O presidente da Fiepe defende que “vamos precisar de uma grande mobilização para alterar essas condições definidas pelo relator e que prejudicam não apenas à cadeia automotiva no estado, o que inclui a Baterias Moura, mas a todo o estado, pela importância do polo automobilístico para o desenvolvimento de Pernambuco”.

“Lamentamos que esses incentivos fiscais sejam retirados sem nenhuma explicação”, acrescenta. O empresário aproveita para rebater o argumento de que os benefícios para a Stellantis criam distorções no mercado de veículos, proporcionando diferencial competitivo privilegiado à montadora em relação a suas concorrentes localizadas em outras regiões.

Esse discurso não faz o mínimo sentido, considerando a fatia da Stellantis no mercado brasileiro, bastante inferior à de outras montadoras”, ressalta. “Uma prova de que essa distorção não existe é que veículos importados de modelos semelhantes aos produzidos no polo de Goiana entram no Brasil pagando alíquotas maiores de impostos que os nacionais e conseguem ser competitivos”, complementa.

Já outro líder empresarial, em off, questiona, em tom de ironia, se o relator da reforma conhece o volume de incentivos que são concedidos, em seu estado de origem, para a Zona Franca de Manaus. A renúncia de impostos federais no polo tem previsão de chegar a R$ 30 bilhões este ano.

Jorge Jatobá: extinção dos incentivos fiscais pode impactar investimentos

O economista e sócio na consultoria Ceplan, Jorge Jatobá, afirma que “é necessário um processo de convencimento das lideranças econômicas e políticas nacionais e regionais, sobretudo com apoio do Consórcio Nordeste, para mudar o texto do relator”.

“Estavam se discutindo três alternativas para os incentivos fiscais ao setor automotivo na reforma tributária. Uma seria extinguir os incentivos para as montadoras, nas regiões onde há benefícios. A outra seria estender a redução de carga tributária para todas, com igualdade de condições em todo o país.

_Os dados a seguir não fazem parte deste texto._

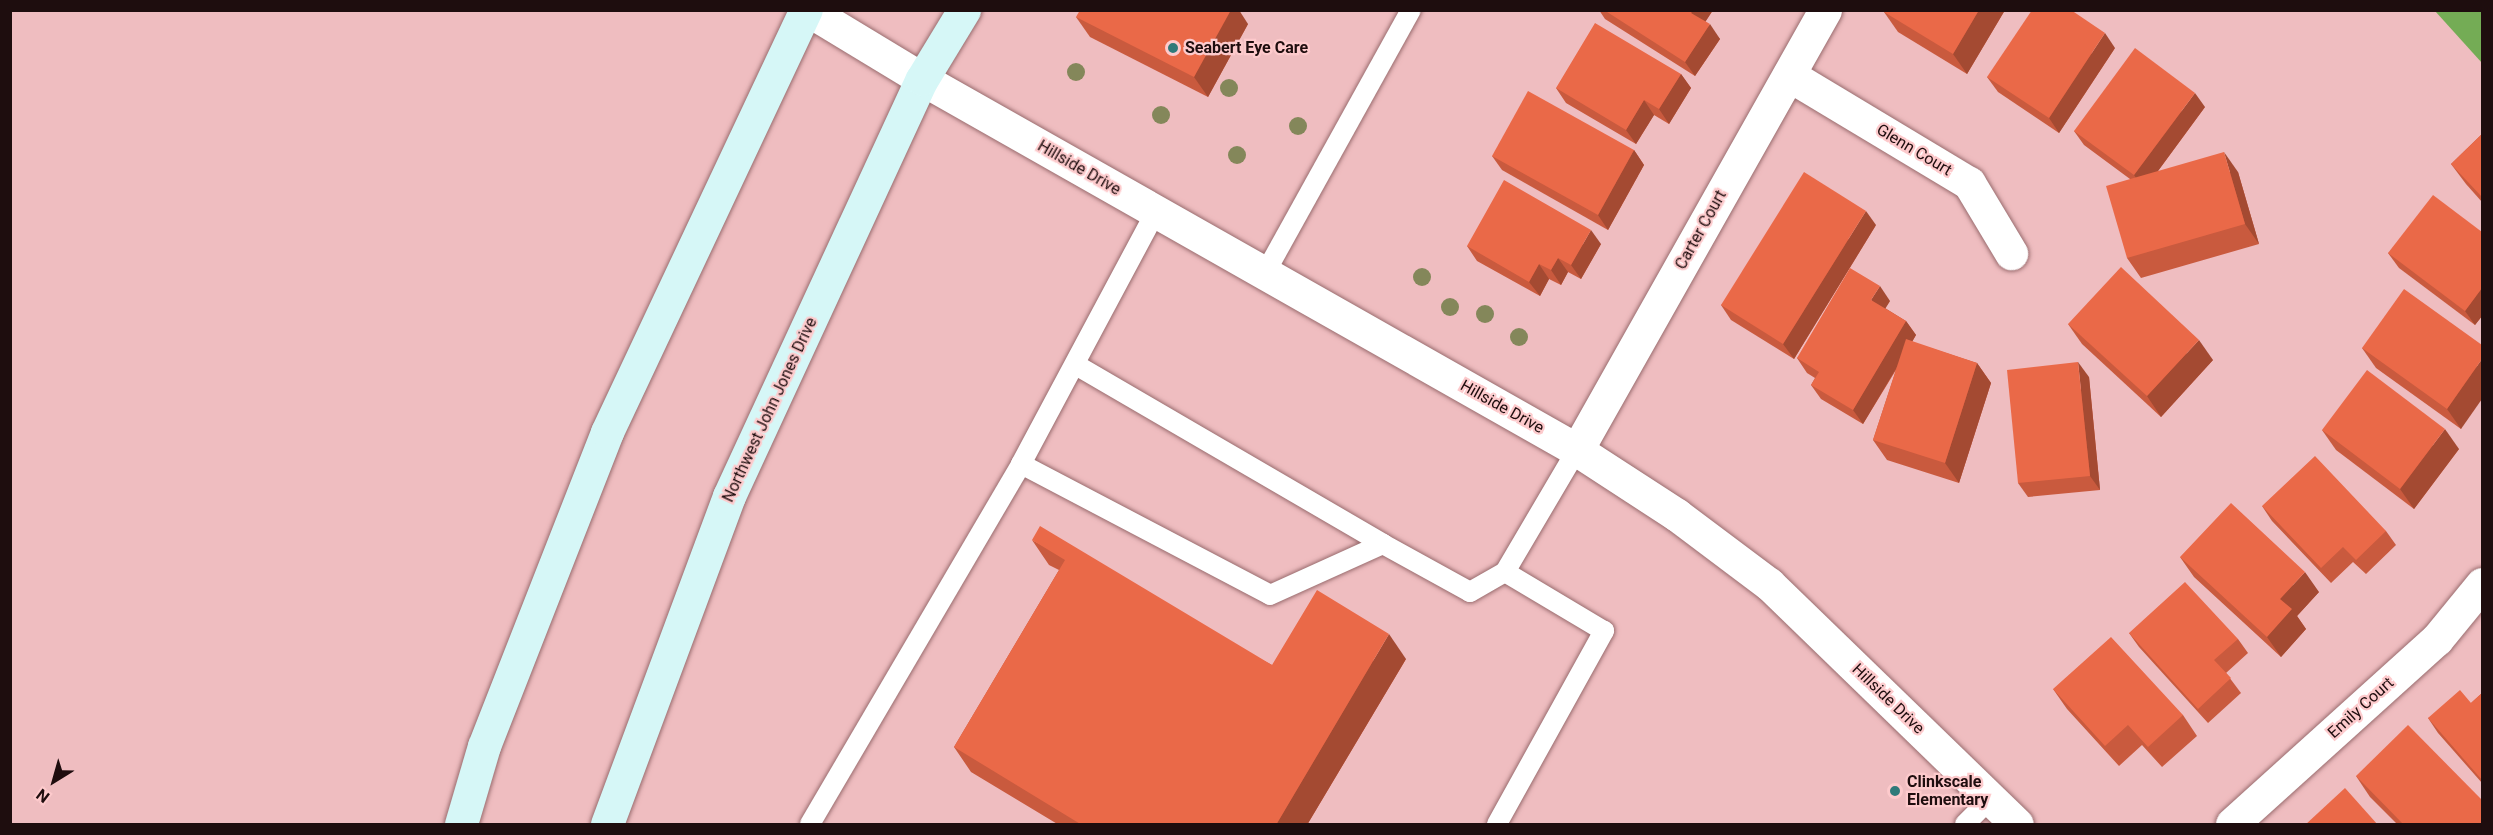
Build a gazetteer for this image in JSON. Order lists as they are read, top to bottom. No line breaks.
{"streets":{"main road":["Northwest John Jones Drive"],"street":["Glenn Court","Hillside Drive","Carter Court","Emily Court"]},"crossings":[["Glenn Court","Carter Court"],["Hillside Drive","Carter Court"],["Hillside Drive","Northwest John Jones Drive"]],"places":["Seabert Eye Care","Clinkscale Elementary"],"north":"bottom left"}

A terceira proposta seria manter o programa de incentivos como está hoje”, explica.

“A solução que veio do relator não estava contemplada nessas possibilidades e a opção foi fundamentalmente colocar um critério condicionante que as montadoras não teriam como atender, com exceção da BYD”, critica.

Para o especialista, o conteúdo do senador Eduardo Braga sobre a cadeia automotiva do Nordeste é “assimétrico”. “Prejudica muito Pernambuco porque apenas beneficia o complexo da Stellantis quando o polo de Goiana tiver feito 100% de transição para carros híbridos e elétricos.  No curto prazo, o texto retira competitividade da indústria automotiva pernambucana”, aponta.

Para Jatobá, Stellantis pode regredir nos ganhos de competitividade

Jatobá ressalta que “quando a Stellantis veio se instalar aqui, havia um hiato de produtividade e competitividade, em torno de 14%, e esse hiato foi diminuindo ao longo do tempo à medida que a curva de aprendizado do complexo automobilístico seguiu sua trajetória”. “Isso foi fruto de muitos anos de trabalho, de experiência, investimentos pesados em qualificação profissional e ganho de escala”, frisa.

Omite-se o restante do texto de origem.